(Collected data)
━━━━━━━━
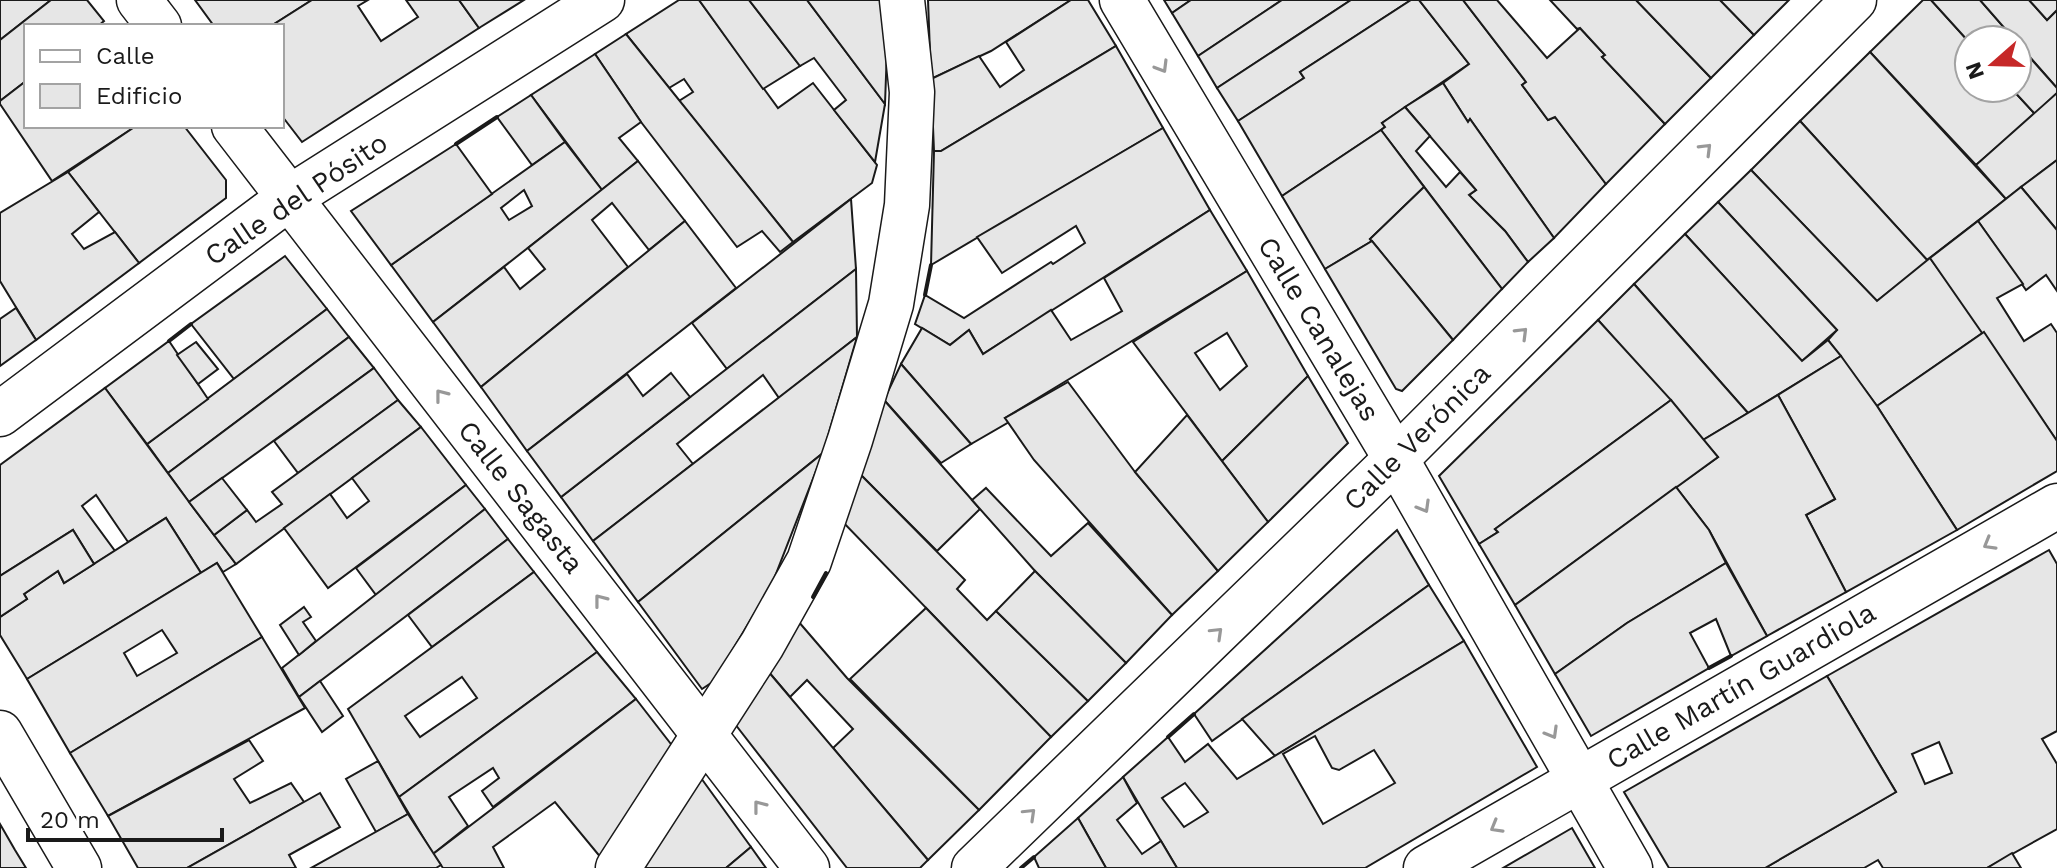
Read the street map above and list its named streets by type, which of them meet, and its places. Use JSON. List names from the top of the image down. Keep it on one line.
{"streets":{"street":["Calle del Pósito","Calle Canalejas","Calle Verónica","Calle Sagasta","Calle Martín Guardiola"]},"crossings":[["Calle del Pósito","Calle Sagasta"],["Calle Canalejas","Calle Verónica"],["Calle Canalejas","Calle Martín Guardiola"]],"one_way":["Calle Canalejas","Calle Verónica","Calle Sagasta","Calle Martín Guardiola"],"legend":["Calle","Edificio"],"scale_bar":"20 m","north":"left"}
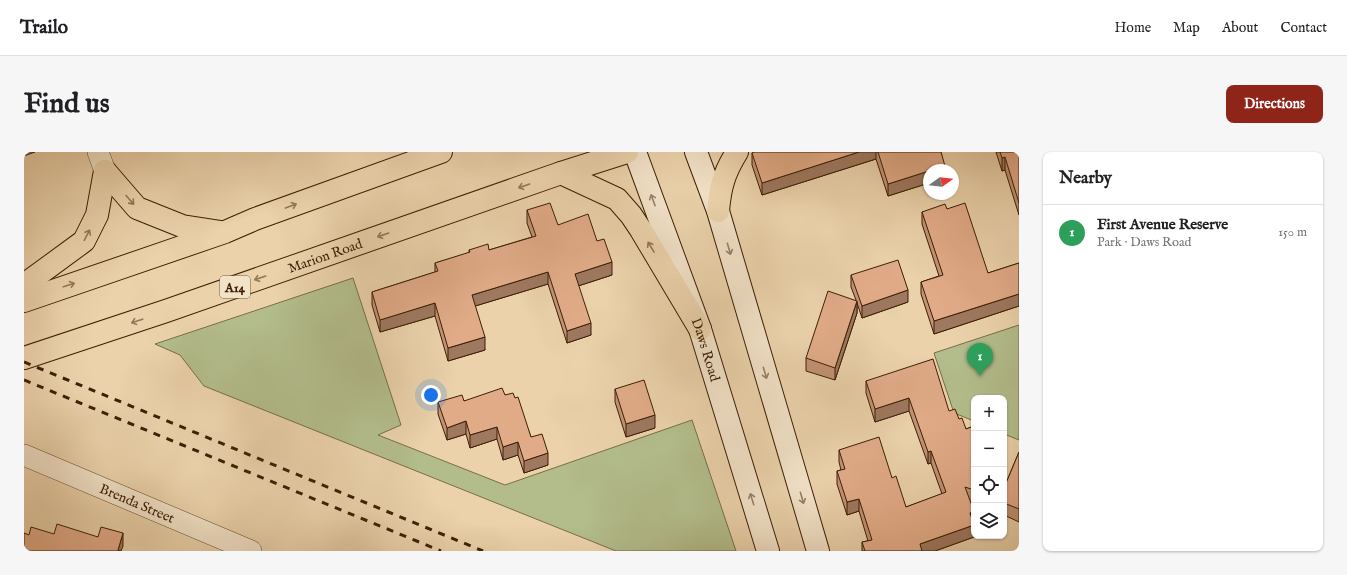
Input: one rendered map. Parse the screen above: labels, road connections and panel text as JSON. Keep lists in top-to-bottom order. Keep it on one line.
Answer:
{"streets":{"main road":["Marion Road","A14","Daws Road"],"street":["Brenda Street"]},"north":"right","page":{"header":"Trailo","nav":["Home","Map","About","Contact"],"buttons":"Directions","title":"Find us","heading":"Nearby","list":[{"mark":"1","name":"First Avenue Reserve","note":"Park · Daws Road","value":"150 m"}],"pins":"1","map_buttons":["+","−"]}}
━━━━━━━━
Repeat every record above exactly. Omit the pictures.

Read the street map above and list its named streets by type, which of them meet, and its places. Use JSON. List names from the top of the image down. Keep it on one line.
{"streets":{"street":["Calle del Pósito","Calle Canalejas","Calle Verónica","Calle Sagasta","Calle Martín Guardiola"]},"crossings":[["Calle del Pósito","Calle Sagasta"],["Calle Canalejas","Calle Verónica"],["Calle Canalejas","Calle Martín Guardiola"]],"one_way":["Calle Canalejas","Calle Verónica","Calle Sagasta","Calle Martín Guardiola"],"legend":["Calle","Edificio"],"scale_bar":"20 m","north":"left"}
Input: one rendered map. Parse the screen above: labels, road connections and panel text as JSON. Keep lists in top-to-bottom order. Keep it on one line.
Answer:
{"streets":{"main road":["Marion Road","A14","Daws Road"],"street":["Brenda Street"]},"north":"right","page":{"header":"Trailo","nav":["Home","Map","About","Contact"],"buttons":"Directions","title":"Find us","heading":"Nearby","list":[{"mark":"1","name":"First Avenue Reserve","note":"Park · Daws Road","value":"150 m"}],"pins":"1","map_buttons":["+","−"]}}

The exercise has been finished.